4–Fix a Leaky Faucet

This particular type of water torture is likely due to a failed washer inside a handle. The faucet is just the messenger.
To replace the washer, turn off the water supply valve under the sink. Stuff a rag in the drain so you don’t lose parts, then take the handle apart. Pop the screw cover on top, remove the screw, and pull off the handle. Use a wrench to disassemble the stem, and line the parts up on the counter in the order they came off, so you know how it goes back together. Examine rubber parts or plastic cartridges for cracks, and take the offending piece to the hardware store for an exact replacement. Reassemble the parts you’ve laid out, in reverse.

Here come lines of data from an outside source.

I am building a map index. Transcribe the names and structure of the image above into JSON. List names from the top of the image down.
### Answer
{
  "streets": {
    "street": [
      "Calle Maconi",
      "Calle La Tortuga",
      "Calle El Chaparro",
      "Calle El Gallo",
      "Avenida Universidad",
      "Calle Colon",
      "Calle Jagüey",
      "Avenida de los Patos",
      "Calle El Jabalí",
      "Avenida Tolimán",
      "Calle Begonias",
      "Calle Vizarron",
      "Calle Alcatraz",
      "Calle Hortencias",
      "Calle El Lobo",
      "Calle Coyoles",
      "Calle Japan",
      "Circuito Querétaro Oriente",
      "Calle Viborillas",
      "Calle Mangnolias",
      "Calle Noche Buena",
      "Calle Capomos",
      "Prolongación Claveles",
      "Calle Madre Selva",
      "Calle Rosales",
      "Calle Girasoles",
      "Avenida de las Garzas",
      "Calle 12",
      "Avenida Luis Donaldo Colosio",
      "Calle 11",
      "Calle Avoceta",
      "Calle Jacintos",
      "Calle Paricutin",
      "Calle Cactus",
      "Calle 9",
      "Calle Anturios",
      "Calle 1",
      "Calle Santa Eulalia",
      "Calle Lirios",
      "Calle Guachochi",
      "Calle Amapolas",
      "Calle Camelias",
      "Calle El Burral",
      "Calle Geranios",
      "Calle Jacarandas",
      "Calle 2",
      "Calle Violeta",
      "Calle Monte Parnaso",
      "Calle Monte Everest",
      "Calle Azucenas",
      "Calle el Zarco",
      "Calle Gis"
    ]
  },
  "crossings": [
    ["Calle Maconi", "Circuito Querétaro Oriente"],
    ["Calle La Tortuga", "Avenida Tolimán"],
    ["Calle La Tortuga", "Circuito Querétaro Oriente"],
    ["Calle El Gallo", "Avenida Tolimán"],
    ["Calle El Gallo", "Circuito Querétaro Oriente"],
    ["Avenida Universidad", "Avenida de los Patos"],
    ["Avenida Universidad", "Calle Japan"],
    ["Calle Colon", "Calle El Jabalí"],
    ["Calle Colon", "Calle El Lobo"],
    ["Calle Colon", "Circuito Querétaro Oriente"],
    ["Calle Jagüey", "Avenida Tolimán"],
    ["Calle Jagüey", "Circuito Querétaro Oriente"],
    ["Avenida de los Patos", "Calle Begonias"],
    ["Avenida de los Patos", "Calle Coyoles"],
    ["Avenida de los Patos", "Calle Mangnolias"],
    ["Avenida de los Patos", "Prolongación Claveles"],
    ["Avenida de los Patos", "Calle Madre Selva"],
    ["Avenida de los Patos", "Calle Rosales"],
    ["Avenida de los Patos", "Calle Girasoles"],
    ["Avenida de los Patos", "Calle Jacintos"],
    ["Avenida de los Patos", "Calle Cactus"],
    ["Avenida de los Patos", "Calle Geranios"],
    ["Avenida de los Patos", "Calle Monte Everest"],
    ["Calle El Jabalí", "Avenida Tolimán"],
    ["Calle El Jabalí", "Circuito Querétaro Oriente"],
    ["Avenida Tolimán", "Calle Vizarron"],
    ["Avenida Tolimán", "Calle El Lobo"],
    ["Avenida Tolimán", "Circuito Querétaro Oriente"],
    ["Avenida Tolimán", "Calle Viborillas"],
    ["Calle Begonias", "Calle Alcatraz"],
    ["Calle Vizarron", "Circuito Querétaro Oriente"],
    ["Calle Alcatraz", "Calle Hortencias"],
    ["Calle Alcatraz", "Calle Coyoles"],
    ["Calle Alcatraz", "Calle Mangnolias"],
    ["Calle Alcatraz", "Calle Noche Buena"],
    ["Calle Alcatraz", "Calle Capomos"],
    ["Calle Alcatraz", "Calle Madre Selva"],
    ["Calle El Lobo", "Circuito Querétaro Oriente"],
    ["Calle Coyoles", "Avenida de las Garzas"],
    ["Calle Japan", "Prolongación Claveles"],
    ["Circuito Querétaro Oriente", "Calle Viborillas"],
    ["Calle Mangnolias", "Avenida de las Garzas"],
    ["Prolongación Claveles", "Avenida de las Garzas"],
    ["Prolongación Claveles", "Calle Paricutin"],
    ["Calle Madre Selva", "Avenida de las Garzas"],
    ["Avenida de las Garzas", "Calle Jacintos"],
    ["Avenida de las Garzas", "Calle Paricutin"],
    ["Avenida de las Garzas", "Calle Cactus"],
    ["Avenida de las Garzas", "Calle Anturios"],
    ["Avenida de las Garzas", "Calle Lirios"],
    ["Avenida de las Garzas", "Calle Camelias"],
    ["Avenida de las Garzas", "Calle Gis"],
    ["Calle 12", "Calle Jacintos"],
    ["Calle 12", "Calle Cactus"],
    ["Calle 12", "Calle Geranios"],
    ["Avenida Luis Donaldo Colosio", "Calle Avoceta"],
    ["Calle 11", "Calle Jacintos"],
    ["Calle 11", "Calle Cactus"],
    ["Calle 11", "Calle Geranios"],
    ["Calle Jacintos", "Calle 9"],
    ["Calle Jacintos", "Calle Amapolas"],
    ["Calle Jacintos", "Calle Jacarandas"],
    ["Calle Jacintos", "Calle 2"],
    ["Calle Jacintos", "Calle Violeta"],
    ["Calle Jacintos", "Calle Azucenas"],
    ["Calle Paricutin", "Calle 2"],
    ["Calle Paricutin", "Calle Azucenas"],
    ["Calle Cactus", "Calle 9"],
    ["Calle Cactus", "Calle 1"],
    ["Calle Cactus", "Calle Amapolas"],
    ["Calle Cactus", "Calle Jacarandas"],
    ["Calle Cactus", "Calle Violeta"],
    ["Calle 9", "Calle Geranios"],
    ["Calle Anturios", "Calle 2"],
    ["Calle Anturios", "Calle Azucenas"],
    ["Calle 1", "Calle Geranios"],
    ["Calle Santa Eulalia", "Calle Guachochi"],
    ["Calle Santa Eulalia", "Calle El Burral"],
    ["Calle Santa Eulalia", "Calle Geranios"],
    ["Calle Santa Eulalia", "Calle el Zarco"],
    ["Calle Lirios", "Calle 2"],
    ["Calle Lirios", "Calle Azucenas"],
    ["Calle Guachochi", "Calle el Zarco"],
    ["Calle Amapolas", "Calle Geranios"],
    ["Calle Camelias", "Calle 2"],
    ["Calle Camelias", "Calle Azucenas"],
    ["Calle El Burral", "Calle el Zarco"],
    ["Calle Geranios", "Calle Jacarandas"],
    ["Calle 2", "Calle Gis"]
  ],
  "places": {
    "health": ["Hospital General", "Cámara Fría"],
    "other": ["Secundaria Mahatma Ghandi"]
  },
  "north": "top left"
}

Then revel in the ensuing peace and quiet.
For more detailed diagrams, check out Fixing a Leaky Faucet

 

5–Locate a Stud

(Heeheeeheeeheheee…locate one and you don’t have to do all this stuff!  Sorry, I couldn’t stop giggling as I wrote this.)  Say you want to hang a shelf. Knuckling the wallboard can pinpoint a stud. But to better the odds when your electronic stud finder’s gone missing, use deductive reasoning. Most studs are placed at 16-inch intervals, so once you know where one is, you can usually find the rest.
Start at a corner, where there’s always a stud. Or take the cover plate off an electrical outlet and find out on which side it’s mounted to the stud. From there, measure 16, 32, 48 inches, and you should hit a stud at each go. Eliminate all guesswork by using a thin bit to drill a test hole at the top of the base molding, which you can easily repair with a dab of caulk.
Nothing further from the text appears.